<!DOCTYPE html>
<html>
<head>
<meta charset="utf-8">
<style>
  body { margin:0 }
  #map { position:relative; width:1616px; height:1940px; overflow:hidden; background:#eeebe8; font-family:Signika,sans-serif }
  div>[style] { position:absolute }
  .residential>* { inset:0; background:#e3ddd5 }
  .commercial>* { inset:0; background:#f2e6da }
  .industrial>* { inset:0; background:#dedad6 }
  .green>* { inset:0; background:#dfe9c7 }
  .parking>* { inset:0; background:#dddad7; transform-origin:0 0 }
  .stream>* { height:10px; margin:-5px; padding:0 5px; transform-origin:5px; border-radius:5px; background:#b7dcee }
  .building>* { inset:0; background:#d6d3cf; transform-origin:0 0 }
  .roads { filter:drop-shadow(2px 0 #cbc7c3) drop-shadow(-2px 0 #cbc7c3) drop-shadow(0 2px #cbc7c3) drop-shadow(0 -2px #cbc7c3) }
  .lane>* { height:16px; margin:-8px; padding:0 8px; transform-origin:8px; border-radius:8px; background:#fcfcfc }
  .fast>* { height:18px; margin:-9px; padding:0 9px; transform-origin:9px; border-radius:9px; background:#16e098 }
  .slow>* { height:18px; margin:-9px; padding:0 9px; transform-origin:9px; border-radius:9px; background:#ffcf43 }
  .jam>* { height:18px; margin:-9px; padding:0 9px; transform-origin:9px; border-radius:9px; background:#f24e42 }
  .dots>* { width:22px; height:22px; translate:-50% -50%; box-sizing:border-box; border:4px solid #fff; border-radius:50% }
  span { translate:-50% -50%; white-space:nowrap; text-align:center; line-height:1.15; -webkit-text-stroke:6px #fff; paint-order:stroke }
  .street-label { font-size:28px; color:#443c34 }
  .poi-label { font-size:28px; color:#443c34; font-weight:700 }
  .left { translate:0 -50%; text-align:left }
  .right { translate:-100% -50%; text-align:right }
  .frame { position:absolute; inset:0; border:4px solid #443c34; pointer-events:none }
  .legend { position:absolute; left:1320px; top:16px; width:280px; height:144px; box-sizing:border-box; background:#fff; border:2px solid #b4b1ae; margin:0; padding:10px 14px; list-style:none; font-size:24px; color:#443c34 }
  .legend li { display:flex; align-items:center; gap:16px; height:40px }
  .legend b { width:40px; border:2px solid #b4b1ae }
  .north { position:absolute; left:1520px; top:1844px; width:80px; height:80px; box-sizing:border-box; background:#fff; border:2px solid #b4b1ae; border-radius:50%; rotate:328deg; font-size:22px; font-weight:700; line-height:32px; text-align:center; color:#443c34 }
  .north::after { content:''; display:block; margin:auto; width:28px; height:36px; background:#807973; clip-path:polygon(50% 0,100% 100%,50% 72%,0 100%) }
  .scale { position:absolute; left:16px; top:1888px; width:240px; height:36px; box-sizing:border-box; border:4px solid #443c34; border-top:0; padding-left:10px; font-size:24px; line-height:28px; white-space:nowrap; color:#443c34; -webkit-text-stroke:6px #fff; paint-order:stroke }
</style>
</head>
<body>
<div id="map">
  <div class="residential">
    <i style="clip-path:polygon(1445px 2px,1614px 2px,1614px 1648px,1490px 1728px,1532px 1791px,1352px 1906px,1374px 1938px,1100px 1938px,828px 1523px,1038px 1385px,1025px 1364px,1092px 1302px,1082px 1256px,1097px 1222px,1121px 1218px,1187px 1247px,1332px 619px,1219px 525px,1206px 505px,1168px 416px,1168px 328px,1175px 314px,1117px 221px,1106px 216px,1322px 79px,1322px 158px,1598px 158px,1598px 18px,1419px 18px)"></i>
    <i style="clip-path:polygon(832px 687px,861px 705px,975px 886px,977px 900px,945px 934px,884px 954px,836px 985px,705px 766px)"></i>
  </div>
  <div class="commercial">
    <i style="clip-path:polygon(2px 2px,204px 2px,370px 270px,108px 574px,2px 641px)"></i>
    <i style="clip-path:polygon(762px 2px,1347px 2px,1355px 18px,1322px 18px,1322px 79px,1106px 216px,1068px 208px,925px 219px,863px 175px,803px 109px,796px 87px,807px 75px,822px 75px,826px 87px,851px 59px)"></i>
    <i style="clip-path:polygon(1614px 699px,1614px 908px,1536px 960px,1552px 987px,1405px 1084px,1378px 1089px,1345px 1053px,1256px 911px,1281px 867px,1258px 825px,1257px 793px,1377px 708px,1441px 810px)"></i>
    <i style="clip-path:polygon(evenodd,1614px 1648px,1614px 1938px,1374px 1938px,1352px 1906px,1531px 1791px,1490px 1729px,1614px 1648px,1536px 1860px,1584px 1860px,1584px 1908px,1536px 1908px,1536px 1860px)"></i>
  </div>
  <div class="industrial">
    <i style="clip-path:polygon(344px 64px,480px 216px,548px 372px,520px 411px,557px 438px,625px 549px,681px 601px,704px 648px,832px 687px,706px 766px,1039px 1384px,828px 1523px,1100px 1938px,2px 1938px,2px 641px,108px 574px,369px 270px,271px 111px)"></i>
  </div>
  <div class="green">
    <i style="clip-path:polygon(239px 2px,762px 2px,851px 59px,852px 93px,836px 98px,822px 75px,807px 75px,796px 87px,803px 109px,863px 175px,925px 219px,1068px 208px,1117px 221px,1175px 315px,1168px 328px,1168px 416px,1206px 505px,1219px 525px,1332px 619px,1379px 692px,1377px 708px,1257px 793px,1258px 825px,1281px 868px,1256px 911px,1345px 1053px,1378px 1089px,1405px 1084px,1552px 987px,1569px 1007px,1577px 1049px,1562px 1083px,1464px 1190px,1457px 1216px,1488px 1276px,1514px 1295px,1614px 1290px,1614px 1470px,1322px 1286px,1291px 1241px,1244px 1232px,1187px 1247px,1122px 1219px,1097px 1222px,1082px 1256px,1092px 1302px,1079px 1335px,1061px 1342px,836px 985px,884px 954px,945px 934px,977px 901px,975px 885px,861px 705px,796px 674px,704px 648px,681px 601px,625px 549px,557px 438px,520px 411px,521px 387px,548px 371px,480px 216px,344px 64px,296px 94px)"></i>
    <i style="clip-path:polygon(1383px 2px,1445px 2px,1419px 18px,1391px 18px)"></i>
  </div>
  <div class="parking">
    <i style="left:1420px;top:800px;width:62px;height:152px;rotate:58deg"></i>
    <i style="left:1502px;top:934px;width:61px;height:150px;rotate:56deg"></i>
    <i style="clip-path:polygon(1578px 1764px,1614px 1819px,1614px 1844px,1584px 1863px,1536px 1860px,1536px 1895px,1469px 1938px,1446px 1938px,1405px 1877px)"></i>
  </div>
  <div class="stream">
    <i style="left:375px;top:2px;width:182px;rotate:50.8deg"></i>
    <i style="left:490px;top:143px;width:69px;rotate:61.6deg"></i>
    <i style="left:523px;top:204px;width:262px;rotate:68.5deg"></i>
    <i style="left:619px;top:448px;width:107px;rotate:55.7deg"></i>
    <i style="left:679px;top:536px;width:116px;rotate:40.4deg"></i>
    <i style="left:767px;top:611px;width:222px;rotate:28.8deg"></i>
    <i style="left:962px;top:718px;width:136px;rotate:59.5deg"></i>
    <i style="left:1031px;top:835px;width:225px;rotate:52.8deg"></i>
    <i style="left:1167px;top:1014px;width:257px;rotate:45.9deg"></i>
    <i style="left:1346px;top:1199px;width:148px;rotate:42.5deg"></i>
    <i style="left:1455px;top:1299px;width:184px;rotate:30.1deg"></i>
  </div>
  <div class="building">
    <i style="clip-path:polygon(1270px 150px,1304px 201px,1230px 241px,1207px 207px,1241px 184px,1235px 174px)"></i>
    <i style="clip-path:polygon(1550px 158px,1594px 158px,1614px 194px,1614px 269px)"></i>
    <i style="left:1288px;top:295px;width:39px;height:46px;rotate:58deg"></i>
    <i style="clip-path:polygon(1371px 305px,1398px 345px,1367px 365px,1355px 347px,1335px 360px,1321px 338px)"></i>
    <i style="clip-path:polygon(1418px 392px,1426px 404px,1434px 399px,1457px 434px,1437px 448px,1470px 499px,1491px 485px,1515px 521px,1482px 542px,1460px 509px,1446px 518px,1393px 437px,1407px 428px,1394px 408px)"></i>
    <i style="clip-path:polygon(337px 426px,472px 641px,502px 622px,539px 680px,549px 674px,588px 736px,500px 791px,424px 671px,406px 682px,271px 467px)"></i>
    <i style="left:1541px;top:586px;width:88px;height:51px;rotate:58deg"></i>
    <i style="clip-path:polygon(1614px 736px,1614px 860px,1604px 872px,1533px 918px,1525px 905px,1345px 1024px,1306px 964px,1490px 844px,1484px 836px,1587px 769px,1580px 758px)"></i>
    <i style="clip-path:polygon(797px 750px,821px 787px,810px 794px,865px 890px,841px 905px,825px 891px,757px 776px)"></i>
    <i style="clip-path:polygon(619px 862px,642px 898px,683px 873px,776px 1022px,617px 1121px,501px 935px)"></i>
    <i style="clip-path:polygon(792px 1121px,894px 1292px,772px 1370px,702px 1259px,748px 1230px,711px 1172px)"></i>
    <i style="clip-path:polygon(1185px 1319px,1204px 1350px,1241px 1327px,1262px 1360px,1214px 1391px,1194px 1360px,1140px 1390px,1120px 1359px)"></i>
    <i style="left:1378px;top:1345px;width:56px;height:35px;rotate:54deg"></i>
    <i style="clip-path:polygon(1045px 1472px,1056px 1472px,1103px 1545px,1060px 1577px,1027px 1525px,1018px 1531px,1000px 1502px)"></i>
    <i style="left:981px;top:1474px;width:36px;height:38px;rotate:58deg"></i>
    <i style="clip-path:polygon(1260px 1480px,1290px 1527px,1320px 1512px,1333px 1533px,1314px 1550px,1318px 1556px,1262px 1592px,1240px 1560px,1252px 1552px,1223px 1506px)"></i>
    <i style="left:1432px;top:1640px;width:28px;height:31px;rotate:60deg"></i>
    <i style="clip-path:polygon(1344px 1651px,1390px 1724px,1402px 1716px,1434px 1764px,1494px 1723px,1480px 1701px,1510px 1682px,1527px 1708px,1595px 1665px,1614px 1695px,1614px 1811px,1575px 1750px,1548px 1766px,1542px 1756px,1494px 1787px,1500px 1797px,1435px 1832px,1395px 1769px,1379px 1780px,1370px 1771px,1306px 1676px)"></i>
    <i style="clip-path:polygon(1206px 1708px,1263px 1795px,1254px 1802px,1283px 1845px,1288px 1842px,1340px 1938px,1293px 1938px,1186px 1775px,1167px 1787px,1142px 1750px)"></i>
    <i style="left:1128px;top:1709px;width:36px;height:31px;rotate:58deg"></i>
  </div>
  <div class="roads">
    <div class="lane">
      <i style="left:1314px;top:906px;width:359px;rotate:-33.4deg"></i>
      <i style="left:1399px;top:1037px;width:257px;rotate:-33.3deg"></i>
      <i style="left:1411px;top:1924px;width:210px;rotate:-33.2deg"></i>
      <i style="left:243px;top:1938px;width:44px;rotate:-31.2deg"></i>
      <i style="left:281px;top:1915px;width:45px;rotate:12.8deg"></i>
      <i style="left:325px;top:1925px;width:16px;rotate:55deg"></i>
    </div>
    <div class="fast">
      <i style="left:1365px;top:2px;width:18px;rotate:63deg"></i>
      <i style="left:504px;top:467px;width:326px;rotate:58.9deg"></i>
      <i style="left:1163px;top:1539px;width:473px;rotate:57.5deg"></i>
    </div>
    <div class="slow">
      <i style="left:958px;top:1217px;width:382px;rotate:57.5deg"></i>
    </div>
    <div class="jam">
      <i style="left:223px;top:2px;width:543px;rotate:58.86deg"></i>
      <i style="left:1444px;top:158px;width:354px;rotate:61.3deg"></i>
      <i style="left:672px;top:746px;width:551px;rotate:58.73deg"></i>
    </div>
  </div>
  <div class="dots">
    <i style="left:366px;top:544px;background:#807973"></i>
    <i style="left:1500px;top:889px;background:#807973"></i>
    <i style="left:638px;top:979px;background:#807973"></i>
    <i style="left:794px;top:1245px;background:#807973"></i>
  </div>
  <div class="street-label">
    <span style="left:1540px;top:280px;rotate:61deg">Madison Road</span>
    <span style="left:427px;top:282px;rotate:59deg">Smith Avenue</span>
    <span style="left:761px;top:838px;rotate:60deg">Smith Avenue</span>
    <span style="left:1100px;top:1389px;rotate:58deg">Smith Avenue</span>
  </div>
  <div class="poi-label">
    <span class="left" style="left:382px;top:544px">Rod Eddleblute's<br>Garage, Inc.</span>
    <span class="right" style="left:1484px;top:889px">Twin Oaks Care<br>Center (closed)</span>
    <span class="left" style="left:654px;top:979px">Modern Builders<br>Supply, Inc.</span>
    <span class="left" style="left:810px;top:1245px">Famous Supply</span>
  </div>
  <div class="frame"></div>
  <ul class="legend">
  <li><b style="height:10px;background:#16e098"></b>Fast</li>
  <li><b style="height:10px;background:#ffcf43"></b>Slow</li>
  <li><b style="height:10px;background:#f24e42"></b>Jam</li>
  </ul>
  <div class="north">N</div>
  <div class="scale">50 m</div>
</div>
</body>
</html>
◆ ◆ ◆ ◆ ◆ ◆ ◆
## What to work on
Word for word, output the lines of the data from its first line through the line where "position:relative; width:1616px; height:1940px;" appears, and stop there.

## Output of the exercise
<!DOCTYPE html>
<html>
<head>
<meta charset="utf-8">
<style>
  body { margin:0 }
  #map { position:relative; width:1616px; height:1940px; overflow:hidden; background:#eeebe8; font-family:Signika,sans-serif }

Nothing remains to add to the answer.